The following questions concern internal controls, and the testing of internal controls, in the inventory and warehousing cycle. Choose the best response.
a. For control purposes, the quantities of materials ordered may be omitted from the
copy of the purchase order that is
(1) returned to the requisitioner.
(2) forwarded to the receiving department.
(3) forwarded to the accounting department.
(4) retained in the purchasing department’s files.
b. For several years, a client’s physical inventory count has been lower than the amount shown on the books at the time of the count. Contributing to the inventory problem could be material weaknesses in internal control that led to failure to record some
(1) purchases returned to vendors.
(2) sales returns received.
(3) sales discounts allowed.
(4) cash purchases.
c. Which of the following internal control procedures most likely would be used to
maintain accurate inventory records?
(1) Perpetual inventory records are periodically compared with the current cost of
individual inventory items.
(2) A just-in-time inventory ordering system keeps inventory levels to a desired minimum.
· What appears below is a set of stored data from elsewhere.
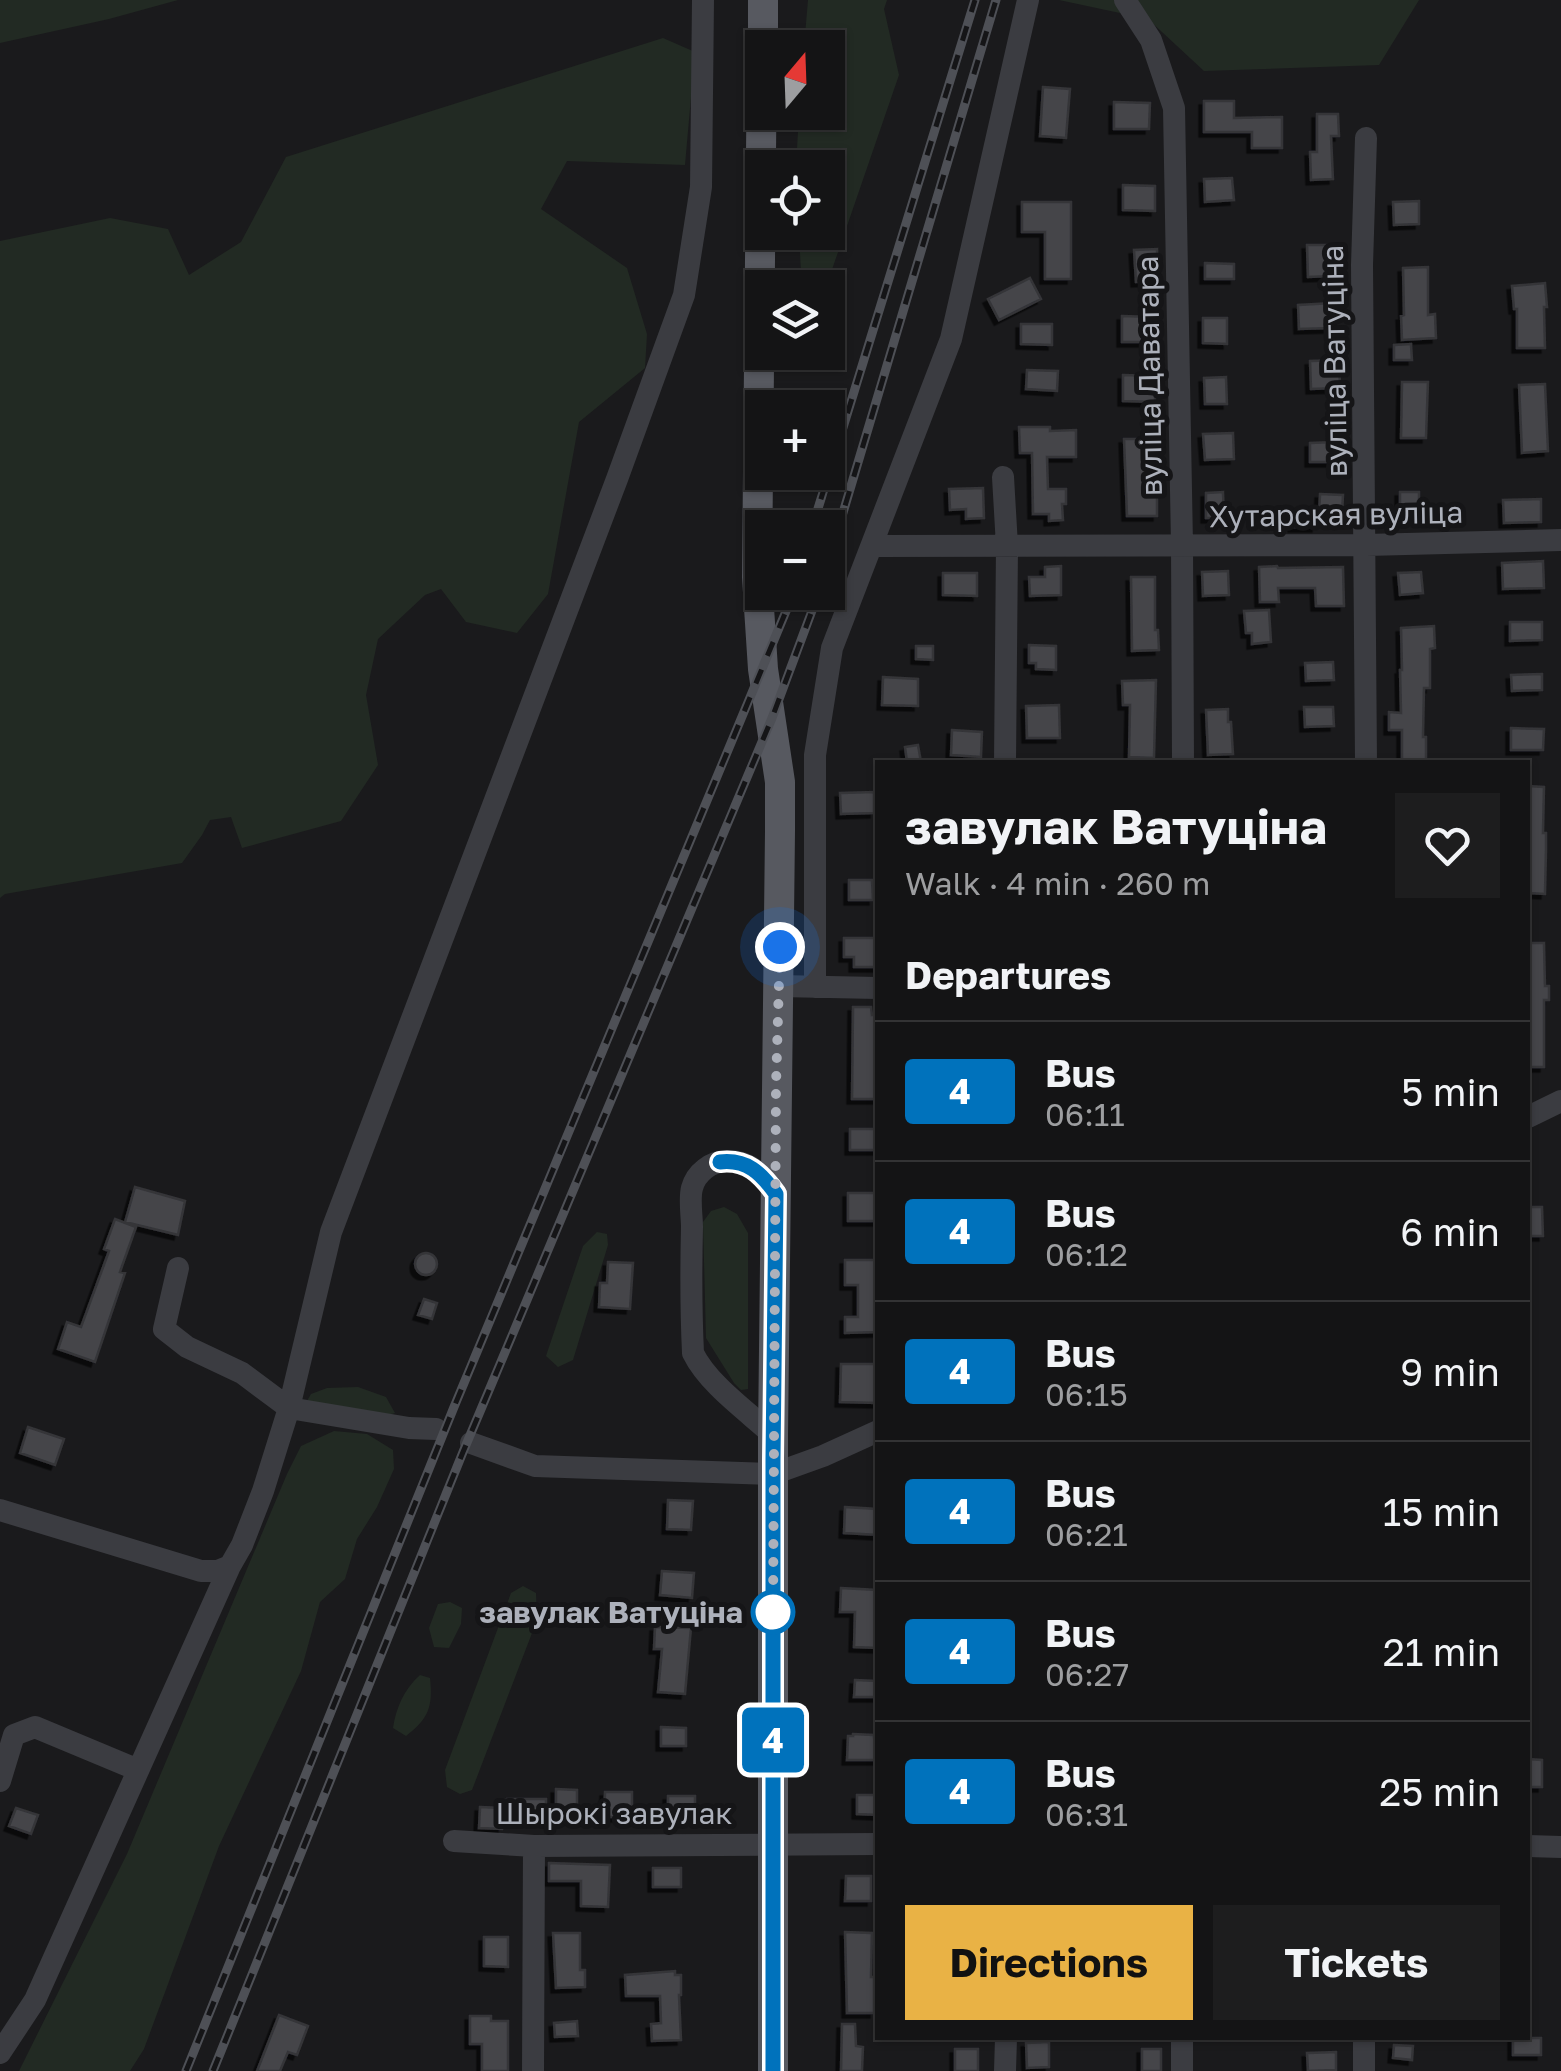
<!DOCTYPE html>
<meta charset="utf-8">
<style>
:root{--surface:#141415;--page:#1d1d1e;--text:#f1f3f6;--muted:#9d9ea0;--line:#333334;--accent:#e9b245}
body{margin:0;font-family:"Golos Text",sans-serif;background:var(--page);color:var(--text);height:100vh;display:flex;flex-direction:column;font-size:38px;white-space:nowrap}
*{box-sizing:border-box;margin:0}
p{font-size:32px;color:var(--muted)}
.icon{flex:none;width:55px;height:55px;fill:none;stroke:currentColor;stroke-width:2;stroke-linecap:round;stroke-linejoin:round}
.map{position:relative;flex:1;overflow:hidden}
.details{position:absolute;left:875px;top:760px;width:655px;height:1280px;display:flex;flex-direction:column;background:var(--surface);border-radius:0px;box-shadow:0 2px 8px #0004,0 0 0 2px var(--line)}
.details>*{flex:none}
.badge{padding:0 20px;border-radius:8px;font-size:35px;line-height:65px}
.needle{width:65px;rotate:19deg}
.controls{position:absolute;left:745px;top:30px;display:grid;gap:20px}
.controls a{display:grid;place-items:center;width:100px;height:100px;border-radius:0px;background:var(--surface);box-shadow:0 2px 8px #0004,0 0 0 2px var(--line);font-size:50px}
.you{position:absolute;width:50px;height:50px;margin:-25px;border:8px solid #fff;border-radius:50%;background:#1a73e8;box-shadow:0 0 0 15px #1a73e833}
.map>.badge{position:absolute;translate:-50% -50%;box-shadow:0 0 0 5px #fff}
h2{padding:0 30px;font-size:38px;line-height:90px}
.round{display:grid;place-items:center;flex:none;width:105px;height:105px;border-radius:0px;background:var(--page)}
.head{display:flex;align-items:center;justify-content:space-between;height:170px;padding:0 30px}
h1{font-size:48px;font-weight:700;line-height:75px}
.primary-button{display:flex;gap:20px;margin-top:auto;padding:20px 30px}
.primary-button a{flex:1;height:115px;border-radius:0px;background:var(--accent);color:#111;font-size:40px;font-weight:700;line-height:115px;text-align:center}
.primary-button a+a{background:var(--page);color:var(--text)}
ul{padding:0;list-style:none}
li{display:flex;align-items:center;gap:30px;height:140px;padding:0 30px;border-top:2px solid var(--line)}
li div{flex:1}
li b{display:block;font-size:38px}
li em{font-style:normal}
li .badge{min-width:110px;font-weight:700;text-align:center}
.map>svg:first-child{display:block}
.green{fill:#222a23}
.building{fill:#444549;stroke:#343438;stroke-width:2.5;filter:url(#shadow)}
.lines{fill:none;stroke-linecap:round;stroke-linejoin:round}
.minor{stroke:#3b3c41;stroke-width:22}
.major{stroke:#575960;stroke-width:30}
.rail-casing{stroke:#4e5056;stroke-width:9}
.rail{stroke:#151517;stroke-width:5;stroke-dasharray:15;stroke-linecap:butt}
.line-casing{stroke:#fff;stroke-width:22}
.line{stroke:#0072bc;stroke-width:15}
.walk{stroke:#adb1bb;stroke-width:10;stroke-dasharray:0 18}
.stop-dot{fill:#fff;stroke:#0072bc;stroke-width:5}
.labels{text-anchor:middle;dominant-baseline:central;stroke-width:10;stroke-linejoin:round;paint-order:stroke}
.street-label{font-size:30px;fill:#adb1bb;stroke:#151517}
.stop-label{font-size:30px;font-weight:bold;fill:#adb1bb;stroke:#151517;text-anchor:end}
</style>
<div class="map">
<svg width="1561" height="2071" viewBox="0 0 1561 2071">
<defs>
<filter id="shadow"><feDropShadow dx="-4.5" dy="4.5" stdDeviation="0" flood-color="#0009"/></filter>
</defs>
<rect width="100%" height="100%" fill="#1a1a1c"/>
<path class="green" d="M0 0H178L109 19 0 43Z
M808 0H887L884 9 899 75 826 287H808L801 273 799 233 828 232V168L796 167 799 113 828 112V48L804 47Z
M1059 0H1419L1379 65 1204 71 1148 19Z
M663 38 695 52 685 165 567 161 541 209 627 268 647 334 645 368 579 422 548 594 517 633 466 622 441 589 425 595 378 639 366 695 378 765 341 821 242 848 231 817 210 820 202 835 182 863 5 894 0 898V241L110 218 168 229 189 275 241 242 286 157Z
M724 1207 737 1214 748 1233V1389L741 1390 734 1383 706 1338 703 1222 711 1211Z
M597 1232 607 1234 608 1245 573 1360 558 1367 546 1356 583 1246Z
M358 1387 386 1397 395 1413 385 1416 307 1401 311 1394 327 1388Z
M334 1431 367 1434 393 1450 394 1469 377 1507 357 1539 345 1579 320 1602 301 1671 219 1846 144 2049 130 2071H19L127 1854 287 1474 301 1446Z
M523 1586 536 1593 537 1620 472 1790 460 1794 447 1787 445 1770 511 1593Z
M450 1602 462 1608 461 1624 449 1648 434 1647 429 1628 438 1604Z
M420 1675 430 1678C433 1706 429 1719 406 1736L393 1728C396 1708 404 1689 420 1675Z"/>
<path class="building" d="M1043 87 1070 89 1066 138 1040 136Z
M1204 101H1234V118L1282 117V148H1252V132H1204Z
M1114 102 1150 103 1149 129H1114Z
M1317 114H1338L1339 136H1331L1333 179 1311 180 1310 152H1317Z
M1232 178 1234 200 1205 202 1204 179Z
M1123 185 1155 186V211L1123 210Z
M1419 201V224L1394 225 1393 202Z
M1022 202H1071V279H1045V232H1022Z
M1307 245H1333L1334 276 1308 277Z
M1157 249 1158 281 1136 282 1134 250Z
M1205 263 1234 264V279H1205Z
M1428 267V315L1435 314 1436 338 1402 340 1401 316 1404 315 1403 268Z
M1030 278 1041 299 999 320 988 299Z
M1545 283 1547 307H1544L1545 348H1517V309H1514L1512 286Z
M1332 303 1333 328 1299 329 1298 305Z
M1122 316 1154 317V342H1122Z
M1203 318H1227V344L1203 343Z
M1021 324H1052V345L1021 344Z
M1411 344 1412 360H1394V345Z
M1339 360 1340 388 1311 389 1310 361Z
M1027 370 1058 371 1057 391 1026 389Z
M1123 375 1155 376V402L1123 401Z
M1226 377 1227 404H1205L1204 378Z
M1402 382H1428L1426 438H1401Z
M1545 384 1548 451 1522 453 1519 385Z
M1019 427H1050V431L1076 430V457H1047L1048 489H1066V504H1062L1063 520 1049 521V514H1033L1032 453H1020Z
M1233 433 1234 459 1205 460 1203 434Z
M1124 439H1156L1155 489H1157V516H1127Z
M1334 442V462H1310V443Z
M983 488 984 518 966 519V509L950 510 949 489Z
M1223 492 1224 518H1206V493Z
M1400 492H1419V516H1400Z
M1320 494 1343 495 1342 516H1319Z
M1541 499V522L1504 523 1503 500Z
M1293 510H1316V527H1293Z
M1543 561 1544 588 1503 589 1502 563Z
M1061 566V595L1030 596 1029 577H1045V567Z
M1277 566 1278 568 1343 567 1344 606H1316L1315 588H1278L1279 602H1260L1259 567Z
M1228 571 1229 595 1203 596 1202 572Z
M1421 572 1423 593 1400 595 1398 573Z
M943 573H977V596L943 595Z
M1131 577H1155V630H1158L1159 650 1132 651Z
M1269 610 1271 642 1252 644V633H1246L1244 611Z
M1510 622H1542V640L1510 641Z
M1434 626 1435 648 1430 649V688H1424L1423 737H1426V762H1402V730H1389V712L1401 713 1400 670H1402L1401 628Z
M1029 645 1056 646V670L1036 669V663H1029Z
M916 646H933V660L916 659Z
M1333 662 1334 680 1306 681 1305 663Z
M1542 674V690L1512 691 1511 675Z
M883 677 918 679V706L882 705Z
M1156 680 1154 758 1129 757 1130 705H1123L1122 681Z
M1059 705 1060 738H1027L1026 706Z
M1304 707H1333L1334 726 1305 727Z
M1228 709V722H1231L1233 754 1208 755 1206 710Z
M1511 728 1544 729 1543 750H1511Z
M952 730 982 732 981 757 951 755Z
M918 745 921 762H907L905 747Z
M1528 786 1544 787 1543 833H1546V850L1545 894 1528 893Z
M874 792V813L841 814 840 793Z
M849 880H872L873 900H849Z
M844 938H878V967H854V957H844Z
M1528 943H1544L1545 986H1549V1000H1544V1067H1528Z
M853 1007H871L872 1015H878V1099H852Z
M850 1129H878V1150H850Z
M135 1187 185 1201 178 1235 125 1222Z
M848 1193H878V1221H848Z
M1528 1207H1542L1543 1236H1528Z
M115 1219 136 1227 120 1272 125 1273 95 1362 58 1349 67 1322 81 1327 109 1251 104 1249Z
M415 1264a11 11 0 1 1 22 0a11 11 0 1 1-22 0Z
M845 1260H878V1332L845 1333V1317H858V1285H845Z
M608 1262 633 1263 630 1309 599 1307 600 1283H607Z
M424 1299 437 1303 432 1319 418 1315Z
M841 1364H878L877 1403 840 1402Z
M28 1427 64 1439 55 1465 20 1453Z
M668 1500 693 1501 691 1530 667 1529Z
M845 1507 878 1509V1535L844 1533Z
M662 1571 694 1573 692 1598 660 1595Z
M841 1588 878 1590 877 1648 854 1647 855 1612H840Z
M655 1627 691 1628 685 1694 658 1692 662 1649H654Z
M855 1680 878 1681V1697H854Z
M661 1727 686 1728V1746H661Z
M853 1734 874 1735V1737H878V1760H847L848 1736H853Z
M1528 1759 1542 1760V1787H1528Z
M556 1789 577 1790V1808H556Z
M605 1792H632V1817H604Z
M857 1795H878V1815L857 1814Z
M668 1796H695V1815H668Z
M507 1799H546V1818L507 1819Z
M480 1807 503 1808 502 1829 479 1828Z
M16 1808 38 1815 31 1834 9 1826Z
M549 1863 610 1865 608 1907 581 1906V1881H549Z
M653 1868H681V1887H653Z
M846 1876H871V1901H845Z
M845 1932 872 1933 871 1977H874V2013H847Z
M553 1933H580V1970H585V1987L556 1988Z
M484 1937H508V1967L484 1966Z
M675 1971V1975H681V1995H679L681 2040 652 2041 651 2024 661 2023 660 1996H626L625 1975Z
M279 2015 308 2026 297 2055 288 2052 280 2071H257Z
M470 2016H491V2021H508V2071H482V2044H470Z
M577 2021 578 2036 555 2037 554 2023Z
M842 2024H855L856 2046 863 2047 862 2071H841Z
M1513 2038H1541V2055H1513Z
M1049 2042V2067L1027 2068 1026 2043Z
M1394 2045 1413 2046 1412 2060 1393 2058Z
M955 2049H978V2071H955Z
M1142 2049H1161V2071H1142Z
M1336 2052V2070L1308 2071 1307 2053Z"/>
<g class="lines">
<path class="minor" d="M1125 0 1151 40 1174 108 1182 545 1183 762
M1366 138 1362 265 1366 762
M1003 477 1007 546 1005 762
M872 546 1366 545 1561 540
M779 986 878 988
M815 987V755L832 648 951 339 1028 0
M1528 1117 1561 1101
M178 1268 164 1329 187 1347 242 1373 289 1408 409 1428 436 1429
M773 1435C748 1412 708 1384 693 1353 691 1311 691 1269 692 1227 692 1216 689 1199 692 1188 696 1173 711 1161 727 1161 750 1160 764 1176 776 1194
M471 1443 535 1466 773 1474 823 1456 878 1431
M0 1510 201 1571H218L230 1566 242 1545 263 1491 289 1408 331 1232 617 479 684 295 701 187 703 0
M0 1781 14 1735 35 1727 138 1770
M454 1841 534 1846 878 1844
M1528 1846 1561 1847
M1364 2038V2071
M0 2053 35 2000 230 1566
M533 2071 534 1846
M1005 2071 1006 2038
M1182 2071V2038"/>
<path class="major" d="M762 48 757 577 763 669 780 782V831L773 1435V2071
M763 48V0"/>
<defs>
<path id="rail" d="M812 528 975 0
M828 563 996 0
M186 2071 454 1407 794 592
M213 2071 463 1452 772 718 819 592"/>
</defs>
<use href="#rail" class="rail-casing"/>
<use href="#rail" class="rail"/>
</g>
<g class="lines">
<defs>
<path id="line" d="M720 1162C747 1159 761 1173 776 1194L773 1459V2071"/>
</defs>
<use href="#line" class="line-casing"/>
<use href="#line" class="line"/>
<path class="walk" d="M773 1612V1623L776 1086 780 947"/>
</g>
<circle class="stop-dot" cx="773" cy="1612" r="20"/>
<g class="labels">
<g class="street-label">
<text transform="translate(1334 361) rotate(-91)">вуліца Ватуціна</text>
<text transform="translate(1149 376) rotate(-91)">вуліца Даватара</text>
<text transform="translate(1336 514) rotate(-1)">Хутарская вуліца</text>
<text x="614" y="1813">Шырокі завулак</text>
</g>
<g class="stop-label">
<text x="743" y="1612">завулак Ватуціна</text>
</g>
</g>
</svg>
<div class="controls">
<a><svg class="needle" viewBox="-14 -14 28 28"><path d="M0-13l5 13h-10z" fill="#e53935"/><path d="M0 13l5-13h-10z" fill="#9d9ea0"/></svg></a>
<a><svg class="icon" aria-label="locate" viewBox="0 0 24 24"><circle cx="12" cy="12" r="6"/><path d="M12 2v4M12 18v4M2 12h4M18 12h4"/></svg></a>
<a><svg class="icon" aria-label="layers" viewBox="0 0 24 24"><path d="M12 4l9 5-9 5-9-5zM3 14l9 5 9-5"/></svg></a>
<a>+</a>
<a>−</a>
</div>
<div class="you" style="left:780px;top:947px"></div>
<b class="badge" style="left:773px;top:1740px;background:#0072bc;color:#fff">4</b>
<section class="details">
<div class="head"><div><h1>завулак Ватуціна</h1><p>Walk · 4 min · 260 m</p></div><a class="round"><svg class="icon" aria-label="heart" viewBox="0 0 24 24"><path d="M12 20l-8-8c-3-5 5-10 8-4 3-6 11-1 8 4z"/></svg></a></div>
<h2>Departures</h2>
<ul>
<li><span class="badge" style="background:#0072bc;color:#fff">4</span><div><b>Bus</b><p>06:11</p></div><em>5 min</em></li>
<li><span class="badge" style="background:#0072bc;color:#fff">4</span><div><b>Bus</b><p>06:12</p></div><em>6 min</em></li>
<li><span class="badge" style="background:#0072bc;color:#fff">4</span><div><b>Bus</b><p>06:15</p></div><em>9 min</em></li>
<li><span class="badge" style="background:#0072bc;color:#fff">4</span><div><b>Bus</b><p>06:21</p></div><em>15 min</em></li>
<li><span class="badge" style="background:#0072bc;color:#fff">4</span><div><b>Bus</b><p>06:27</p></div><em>21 min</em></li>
<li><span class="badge" style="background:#0072bc;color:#fff">4</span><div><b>Bus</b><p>06:31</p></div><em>25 min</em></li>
</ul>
<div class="primary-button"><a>Directions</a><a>Tickets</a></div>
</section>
</div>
(3) Requisitions, receiving reports, and purchase orders are independently matched
before payment is approved.
(4) Periodic inventory counts are used to adjust the perpetual inventory records.
21-14 (OBJECTIVES 21-1, 21-4, 21-5, 21-6) The following questions deal with tests of details of
balances and substantive analytical procedures for inventory. Choose the best response.
a. An auditor selected items for test counts while observing a client’s physical inventory.
The auditor traced the test counts to the client’s inventory listing. This procedure
likely obtained evidence about which balance-related audit objective for inventory?
(1) Existence
(2) Rights and obligations
(3) Completeness
(4) Realizable value
b. If the perpetual records show lower quantities of inventory than the physical count,
an explanation of the difference might be unrecorded
(1) sales.
(2) sales discounts.
(3) purchases.
(4) purchase discounts.
c. An inventory turnover analysis is useful to the auditor because it may detect
(1) inadequacies in inventory pricing.
(2) methods of avoiding cyclical holding costs.
(3) the existence of obsolete merchandise.
(4) the optimum automatic reorder points.